## The problem
You are to retype all of the data exactly as it appears.

## Collected data entries
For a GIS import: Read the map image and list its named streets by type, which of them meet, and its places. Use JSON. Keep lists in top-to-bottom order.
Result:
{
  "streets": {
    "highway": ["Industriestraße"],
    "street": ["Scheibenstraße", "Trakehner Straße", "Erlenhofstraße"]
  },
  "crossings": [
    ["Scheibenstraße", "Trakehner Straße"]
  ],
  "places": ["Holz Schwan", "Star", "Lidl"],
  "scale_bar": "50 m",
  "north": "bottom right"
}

## Output below
For a GIS import: Read the map image and list its named streets by type, which of them meet, and its places. Use JSON. Keep lists in top-to-bottom order.
Result:
{
  "streets": {
    "highway": ["Industriestraße"],
    "street": ["Scheibenstraße", "Trakehner Straße", "Erlenhofstraße"]
  },
  "crossings": [
    ["Scheibenstraße", "Trakehner Straße"]
  ],
  "places": ["Holz Schwan", "Star", "Lidl"],
  "scale_bar": "50 m",
  "north": "bottom right"
}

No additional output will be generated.